During a short time when this wasn’t the case, I avoided restaurants to start my futile cooking endeavours. They became futile and I gradually lost motivation, because I spent almost 10 hours in office, including commute.

Photo by Edward Franklin on Unsplash

During times when I was at main street restaurants for lunch, I felt bad looking at chefs perspiring to meet the lunch hour demands.

In general, I have always found home-cooked food healthier. If I had more time on my side out of my filthy-commute schedule, I would not have relied upon lipid-dense oily burgers, even for a short time period. I would have rather defeated my laziness for cooking, for good.

While eating out for fine dining could enlighten our weekends, main street lunch on workdays is merely a constraint rather than choice. The joy of relishing a good, healthy meal is quite absent in the midst of a workday, often among coworkers, unless it’s the company that you strive to enjoy and not the meal.

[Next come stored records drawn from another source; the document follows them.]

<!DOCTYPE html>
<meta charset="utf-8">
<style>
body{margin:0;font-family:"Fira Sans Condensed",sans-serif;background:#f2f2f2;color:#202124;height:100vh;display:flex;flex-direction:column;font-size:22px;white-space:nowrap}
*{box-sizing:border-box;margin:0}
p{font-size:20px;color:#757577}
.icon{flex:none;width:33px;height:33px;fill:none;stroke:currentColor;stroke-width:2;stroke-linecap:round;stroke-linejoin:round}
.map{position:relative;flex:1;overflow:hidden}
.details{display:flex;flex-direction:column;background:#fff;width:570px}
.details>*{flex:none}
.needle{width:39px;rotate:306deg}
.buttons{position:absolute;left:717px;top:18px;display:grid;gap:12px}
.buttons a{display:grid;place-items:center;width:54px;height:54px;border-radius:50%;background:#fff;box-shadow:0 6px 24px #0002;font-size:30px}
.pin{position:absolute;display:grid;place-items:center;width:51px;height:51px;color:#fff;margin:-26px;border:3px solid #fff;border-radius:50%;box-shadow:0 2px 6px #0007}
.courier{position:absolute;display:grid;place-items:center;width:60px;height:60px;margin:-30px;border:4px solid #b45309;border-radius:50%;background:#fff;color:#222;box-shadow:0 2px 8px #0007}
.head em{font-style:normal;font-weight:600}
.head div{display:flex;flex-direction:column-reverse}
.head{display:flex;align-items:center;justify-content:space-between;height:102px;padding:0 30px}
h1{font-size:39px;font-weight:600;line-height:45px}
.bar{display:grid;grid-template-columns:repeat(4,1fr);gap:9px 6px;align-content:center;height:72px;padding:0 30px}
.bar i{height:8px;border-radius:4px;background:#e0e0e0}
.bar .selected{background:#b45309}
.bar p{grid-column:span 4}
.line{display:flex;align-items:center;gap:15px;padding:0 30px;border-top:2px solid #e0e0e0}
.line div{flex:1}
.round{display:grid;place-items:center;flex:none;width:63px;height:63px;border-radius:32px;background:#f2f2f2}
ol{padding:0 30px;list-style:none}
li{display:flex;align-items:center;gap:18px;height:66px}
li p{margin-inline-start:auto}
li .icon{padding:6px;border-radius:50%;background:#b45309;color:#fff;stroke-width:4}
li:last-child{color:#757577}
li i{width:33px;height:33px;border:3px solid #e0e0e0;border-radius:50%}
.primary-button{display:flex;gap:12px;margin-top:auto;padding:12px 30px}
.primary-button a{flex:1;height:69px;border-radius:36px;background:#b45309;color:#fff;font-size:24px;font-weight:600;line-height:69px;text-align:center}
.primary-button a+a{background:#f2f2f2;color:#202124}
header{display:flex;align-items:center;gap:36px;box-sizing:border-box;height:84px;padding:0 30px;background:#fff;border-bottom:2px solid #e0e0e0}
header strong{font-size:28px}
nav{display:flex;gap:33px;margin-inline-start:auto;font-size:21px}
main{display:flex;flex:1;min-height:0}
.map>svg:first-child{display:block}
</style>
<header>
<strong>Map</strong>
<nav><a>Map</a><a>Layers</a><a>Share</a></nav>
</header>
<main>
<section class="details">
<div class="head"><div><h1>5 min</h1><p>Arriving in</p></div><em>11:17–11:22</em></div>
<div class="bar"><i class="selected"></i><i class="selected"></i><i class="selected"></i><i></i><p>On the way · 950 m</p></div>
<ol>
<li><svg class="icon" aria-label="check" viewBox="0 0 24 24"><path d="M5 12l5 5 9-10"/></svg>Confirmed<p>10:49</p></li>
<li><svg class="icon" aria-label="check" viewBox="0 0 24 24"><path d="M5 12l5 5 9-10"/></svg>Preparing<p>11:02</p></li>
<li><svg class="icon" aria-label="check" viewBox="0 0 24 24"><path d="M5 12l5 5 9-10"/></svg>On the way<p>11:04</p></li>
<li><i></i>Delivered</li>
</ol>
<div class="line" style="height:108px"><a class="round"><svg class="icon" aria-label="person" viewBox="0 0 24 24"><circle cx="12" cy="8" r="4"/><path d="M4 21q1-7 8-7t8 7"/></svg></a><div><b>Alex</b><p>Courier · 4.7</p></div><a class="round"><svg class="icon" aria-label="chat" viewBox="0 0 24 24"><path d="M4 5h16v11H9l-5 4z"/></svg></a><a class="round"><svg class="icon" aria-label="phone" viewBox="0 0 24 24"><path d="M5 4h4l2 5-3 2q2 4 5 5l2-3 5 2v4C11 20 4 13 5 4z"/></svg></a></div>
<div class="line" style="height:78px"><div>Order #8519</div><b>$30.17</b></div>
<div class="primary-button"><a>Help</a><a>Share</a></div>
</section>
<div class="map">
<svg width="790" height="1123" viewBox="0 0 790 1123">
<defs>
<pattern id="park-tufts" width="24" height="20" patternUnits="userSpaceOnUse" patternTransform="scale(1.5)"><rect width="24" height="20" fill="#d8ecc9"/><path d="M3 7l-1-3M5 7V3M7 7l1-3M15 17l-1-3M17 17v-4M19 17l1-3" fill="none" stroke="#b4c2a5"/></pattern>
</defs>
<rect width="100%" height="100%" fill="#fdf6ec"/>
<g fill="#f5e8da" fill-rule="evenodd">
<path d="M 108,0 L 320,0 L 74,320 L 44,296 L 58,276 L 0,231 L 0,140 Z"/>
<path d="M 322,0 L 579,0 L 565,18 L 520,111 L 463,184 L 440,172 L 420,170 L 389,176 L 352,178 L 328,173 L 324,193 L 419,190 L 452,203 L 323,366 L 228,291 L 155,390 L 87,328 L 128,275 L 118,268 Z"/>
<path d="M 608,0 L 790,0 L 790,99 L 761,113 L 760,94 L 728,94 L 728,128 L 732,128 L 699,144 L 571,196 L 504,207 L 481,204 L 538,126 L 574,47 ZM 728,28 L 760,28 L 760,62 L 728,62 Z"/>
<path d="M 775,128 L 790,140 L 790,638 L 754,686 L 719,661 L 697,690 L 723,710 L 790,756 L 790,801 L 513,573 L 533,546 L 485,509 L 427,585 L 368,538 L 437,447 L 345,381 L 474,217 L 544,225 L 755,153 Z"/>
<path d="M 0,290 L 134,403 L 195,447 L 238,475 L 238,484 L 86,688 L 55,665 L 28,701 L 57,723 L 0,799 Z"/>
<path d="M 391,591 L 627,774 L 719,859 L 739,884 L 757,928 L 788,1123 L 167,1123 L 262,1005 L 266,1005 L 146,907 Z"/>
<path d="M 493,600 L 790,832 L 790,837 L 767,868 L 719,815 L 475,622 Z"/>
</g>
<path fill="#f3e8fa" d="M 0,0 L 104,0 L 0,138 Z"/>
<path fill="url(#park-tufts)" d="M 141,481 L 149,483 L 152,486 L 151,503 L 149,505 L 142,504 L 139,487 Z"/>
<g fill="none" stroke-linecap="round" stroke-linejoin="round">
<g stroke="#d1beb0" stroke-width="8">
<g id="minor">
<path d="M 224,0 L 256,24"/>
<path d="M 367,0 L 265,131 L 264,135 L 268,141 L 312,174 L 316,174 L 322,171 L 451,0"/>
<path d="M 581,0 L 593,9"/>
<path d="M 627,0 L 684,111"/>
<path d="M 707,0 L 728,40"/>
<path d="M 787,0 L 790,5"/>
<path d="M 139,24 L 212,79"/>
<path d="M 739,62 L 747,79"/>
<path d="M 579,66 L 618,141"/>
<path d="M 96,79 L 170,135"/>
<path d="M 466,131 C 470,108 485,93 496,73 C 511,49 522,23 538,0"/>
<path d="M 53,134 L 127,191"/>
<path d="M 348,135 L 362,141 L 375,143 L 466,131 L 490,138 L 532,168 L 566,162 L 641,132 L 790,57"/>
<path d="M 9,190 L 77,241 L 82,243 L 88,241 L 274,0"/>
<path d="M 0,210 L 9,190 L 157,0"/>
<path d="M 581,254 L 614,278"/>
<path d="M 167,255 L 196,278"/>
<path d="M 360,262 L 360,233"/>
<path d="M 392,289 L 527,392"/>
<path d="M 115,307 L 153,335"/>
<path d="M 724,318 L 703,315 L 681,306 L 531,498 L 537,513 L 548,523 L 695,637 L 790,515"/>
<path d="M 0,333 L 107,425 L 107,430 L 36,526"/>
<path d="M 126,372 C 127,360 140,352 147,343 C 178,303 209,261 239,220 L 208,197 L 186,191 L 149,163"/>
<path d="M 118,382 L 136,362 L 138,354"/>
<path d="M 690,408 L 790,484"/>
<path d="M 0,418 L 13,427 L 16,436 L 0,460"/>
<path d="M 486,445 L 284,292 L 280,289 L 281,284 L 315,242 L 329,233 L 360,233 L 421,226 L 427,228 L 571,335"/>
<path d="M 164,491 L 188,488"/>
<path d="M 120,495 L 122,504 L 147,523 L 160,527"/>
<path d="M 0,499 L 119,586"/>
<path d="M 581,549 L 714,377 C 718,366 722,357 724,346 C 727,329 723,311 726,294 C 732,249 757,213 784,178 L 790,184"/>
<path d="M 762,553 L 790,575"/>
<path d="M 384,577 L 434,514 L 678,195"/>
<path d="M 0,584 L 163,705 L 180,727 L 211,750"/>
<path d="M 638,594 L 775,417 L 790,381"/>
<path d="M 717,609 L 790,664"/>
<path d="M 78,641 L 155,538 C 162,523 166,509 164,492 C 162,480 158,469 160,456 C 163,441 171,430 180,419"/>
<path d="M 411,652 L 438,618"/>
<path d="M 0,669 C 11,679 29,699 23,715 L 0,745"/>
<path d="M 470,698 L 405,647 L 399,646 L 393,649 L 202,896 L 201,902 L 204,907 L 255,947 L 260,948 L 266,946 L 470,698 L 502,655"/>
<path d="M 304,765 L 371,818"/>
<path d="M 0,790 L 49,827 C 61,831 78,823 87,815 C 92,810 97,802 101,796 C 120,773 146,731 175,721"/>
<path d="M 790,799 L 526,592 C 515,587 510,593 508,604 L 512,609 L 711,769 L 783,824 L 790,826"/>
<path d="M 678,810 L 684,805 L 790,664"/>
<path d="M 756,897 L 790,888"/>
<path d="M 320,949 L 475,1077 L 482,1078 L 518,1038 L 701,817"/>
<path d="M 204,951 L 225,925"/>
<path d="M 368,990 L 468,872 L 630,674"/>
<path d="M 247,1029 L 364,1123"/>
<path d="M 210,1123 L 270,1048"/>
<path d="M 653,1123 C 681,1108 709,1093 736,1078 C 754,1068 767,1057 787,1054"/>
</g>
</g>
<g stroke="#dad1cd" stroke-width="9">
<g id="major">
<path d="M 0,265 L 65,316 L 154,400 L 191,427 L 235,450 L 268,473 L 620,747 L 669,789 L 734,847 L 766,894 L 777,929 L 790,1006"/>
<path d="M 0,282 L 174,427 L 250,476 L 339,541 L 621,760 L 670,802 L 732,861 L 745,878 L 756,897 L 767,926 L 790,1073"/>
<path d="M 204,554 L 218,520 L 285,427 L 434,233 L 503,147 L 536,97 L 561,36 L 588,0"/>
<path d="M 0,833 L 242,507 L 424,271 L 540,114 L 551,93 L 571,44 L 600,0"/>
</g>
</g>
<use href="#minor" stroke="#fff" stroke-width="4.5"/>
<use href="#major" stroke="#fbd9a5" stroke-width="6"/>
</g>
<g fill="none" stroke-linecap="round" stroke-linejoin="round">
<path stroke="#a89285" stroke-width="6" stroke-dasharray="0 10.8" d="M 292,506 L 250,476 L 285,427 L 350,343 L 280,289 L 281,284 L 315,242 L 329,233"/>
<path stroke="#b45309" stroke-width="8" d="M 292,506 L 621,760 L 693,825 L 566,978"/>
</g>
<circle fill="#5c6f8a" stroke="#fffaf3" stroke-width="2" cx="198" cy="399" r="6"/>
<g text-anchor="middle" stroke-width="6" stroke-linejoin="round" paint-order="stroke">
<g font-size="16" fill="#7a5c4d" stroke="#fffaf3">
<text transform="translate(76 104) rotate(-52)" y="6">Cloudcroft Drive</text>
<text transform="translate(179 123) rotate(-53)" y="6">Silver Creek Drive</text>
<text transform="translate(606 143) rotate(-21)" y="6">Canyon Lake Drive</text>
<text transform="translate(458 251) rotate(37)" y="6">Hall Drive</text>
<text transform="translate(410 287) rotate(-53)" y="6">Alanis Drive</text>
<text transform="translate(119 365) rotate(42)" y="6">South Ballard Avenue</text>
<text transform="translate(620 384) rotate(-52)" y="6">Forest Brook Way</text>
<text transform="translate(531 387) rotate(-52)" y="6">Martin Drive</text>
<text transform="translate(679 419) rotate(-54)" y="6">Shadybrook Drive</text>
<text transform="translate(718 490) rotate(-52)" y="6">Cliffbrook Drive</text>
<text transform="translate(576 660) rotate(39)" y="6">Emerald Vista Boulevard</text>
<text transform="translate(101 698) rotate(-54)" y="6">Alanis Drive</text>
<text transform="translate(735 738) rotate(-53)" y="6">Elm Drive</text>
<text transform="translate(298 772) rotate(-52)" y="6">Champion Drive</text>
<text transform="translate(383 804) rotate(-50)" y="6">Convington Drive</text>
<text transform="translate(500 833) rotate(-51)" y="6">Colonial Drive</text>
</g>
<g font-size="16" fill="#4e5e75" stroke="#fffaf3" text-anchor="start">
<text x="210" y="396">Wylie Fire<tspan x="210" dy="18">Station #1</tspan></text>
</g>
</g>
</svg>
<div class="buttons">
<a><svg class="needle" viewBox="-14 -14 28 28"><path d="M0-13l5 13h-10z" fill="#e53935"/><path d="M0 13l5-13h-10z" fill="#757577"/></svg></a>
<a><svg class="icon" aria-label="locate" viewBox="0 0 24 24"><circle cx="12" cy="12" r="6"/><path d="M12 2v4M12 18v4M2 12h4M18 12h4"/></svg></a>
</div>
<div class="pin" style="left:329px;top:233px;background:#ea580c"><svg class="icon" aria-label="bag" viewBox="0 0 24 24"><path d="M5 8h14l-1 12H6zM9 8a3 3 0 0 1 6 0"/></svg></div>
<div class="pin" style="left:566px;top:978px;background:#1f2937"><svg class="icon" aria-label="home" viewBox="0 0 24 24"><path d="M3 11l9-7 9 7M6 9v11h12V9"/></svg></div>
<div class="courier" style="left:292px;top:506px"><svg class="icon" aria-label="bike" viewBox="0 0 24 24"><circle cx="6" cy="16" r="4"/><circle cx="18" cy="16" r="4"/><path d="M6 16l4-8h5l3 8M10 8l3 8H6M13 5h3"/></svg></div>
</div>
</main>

While eating out for fine dining could enlighten our weekends, eating out on workdays is merely a constraint rather than a choice.

We may not have to be constrained by work-routines: Changes in commute patterns and work hours could now enable us to reconsider our drive for home-cooked food.

If those changes occur at large, even main street restaurants might try to find newer avenues to enrich fine dining and food delivery. Those changes will collectively reduce the burden on main street traffic, fuel emissions and enormous stress restaurant workers face every lunch hour.

Conclusion:

Every catastrophe has a silver line: Everything we had to abandon by force seems consumable in limited, reasonable manner.

Every calamity has extended human capability to survive. World wars gave us three most valuable things: Many free countries, working women and computers.

Changes happen less due to scientific awareness, and more due to our need to survive economically and otherwise.

Let this pandemic leave us with something better for our kids.